John Palsgrave (c. 1485 - 1554) was a priest of Henry VIII of England's court. He is known as a tutor in the royal household, and as a textbook author.

==Life==
It is believed that John Palsgrave, who spelled his name in a variety of ways including Pagrave, was the eldest son of Henry Pagrave of North Barningham, in Norfolk.

After studying at Corpus Christi College, Cambridge, B.A. 1504, he travelled to France to study in Paris where he qualified as M.A. He became tutor to Princess Mary Tudor in 1513, receiving the sum of £6-13s-4d per annum. When she married Louis XII of France, he accompanied her to Paris, but by 1516 he had moved to Louvain; Sir Thomas More wrote to Erasmus to recommend him to study law and classics there.

In 1518 he was instituted to the benefices in Asfordby in Leicestershire, Alderton and Holbrook in Suffolk, and Keyston, Huntingdonshire.

In 1525, he was appointed tutor to Henry's illegitimate son Henry Fitzroy; the programme of studies was ambitious, following lines suggested by More, Stephen Gardiner and Thomas Elyot, and including music, visual aids and the company of William Parr and the younger brothers of the boy's mother Elizabeth Blount. He was succeeded in the post by Richard Croke in 1526, for reasons that may include the hostility of Thomas Wolsey, who had earlier refused to appoint Palsgrave as Archdeacon of Derby. His past connections meant that Palsgrave was called in by the Duke of Suffolk to write a pamphlet derogatory of Wolsey's career, in 1529.

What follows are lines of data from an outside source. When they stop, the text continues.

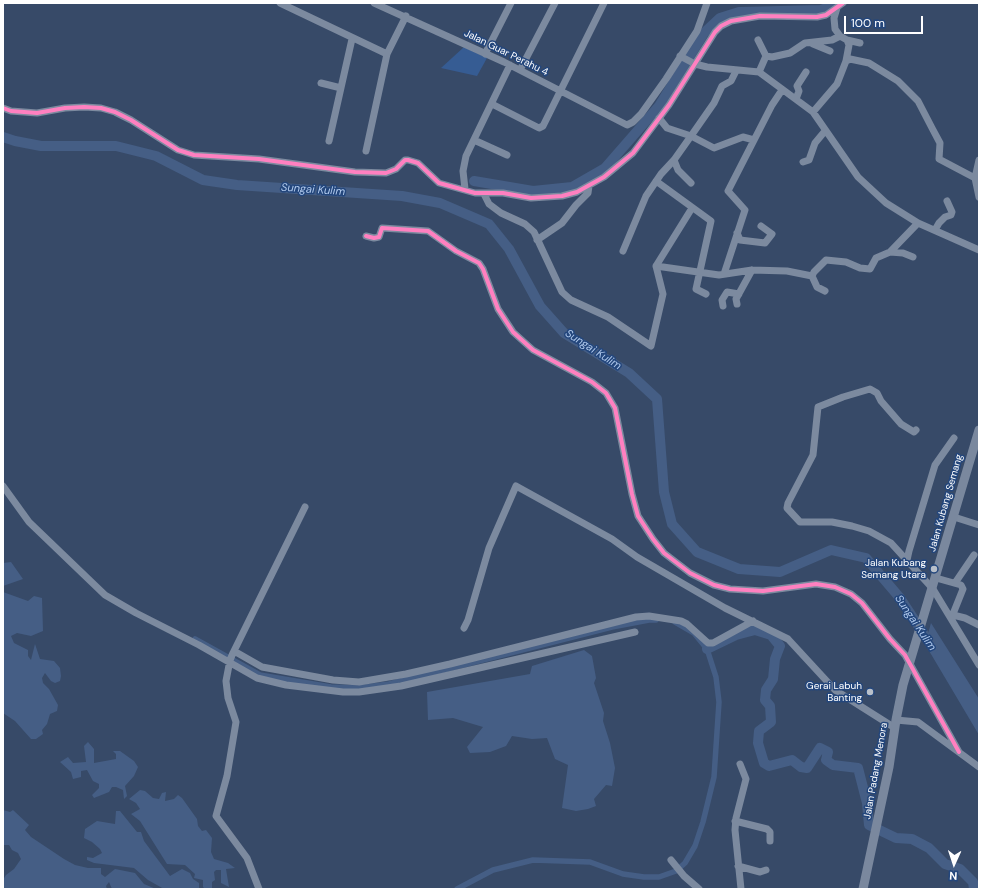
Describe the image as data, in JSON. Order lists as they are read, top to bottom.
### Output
{
  "streets": {
    "main road": ["Jalan Kubang Semang", "Jalan Padang Menora"],
    "street": ["Jalan Guar Perahu 4"]
  },
  "crossings": [
    ["Jalan Kubang Semang", "Jalan Padang Menora"]
  ],
  "water": ["Sungai Kulim"],
  "places": ["Jalan Kubang Semang Utara", "Gerai Labuh Banting"],
  "scale_bar": "100 m",
  "north": "bottom"
}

He then continued private tutoring whilst working on his book. In 1533 he was ordained priest by Thomas Cranmer and instituted to the benefice of St Dunstan in the East. In 1545 he was presented to the living of Wadenhoe in Northamptonshire by Charles Blount, 5th Baron Mountjoy, one of his former pupils.

==Works==
He composed L'esclarcissement de la langue francoyse (printed in 1530 in London and dedicated to Henry VIII). The book, written in English despite its French title, is said to be the first grammar of the French language. Its purpose was to help Englishmen who wanted to learn French. According to the Oxford English Dictionary, the humblebee, a term that had been in use since 1450, was called a bumblebee for the first time in this book. The sentence was: I bomme, as a bombyll bee dothe.

He also translated William Fullonius's Latin play, The Comedy of Acolastus, which he published in 1540 and dedicated to the King. The first simile of the English phrase "as deaf as a post" appears to originate from Acolastus ("How deaf an ear I intended to give him ... he were as good to tell his tale to a post") and may be attributed to Palsgrave.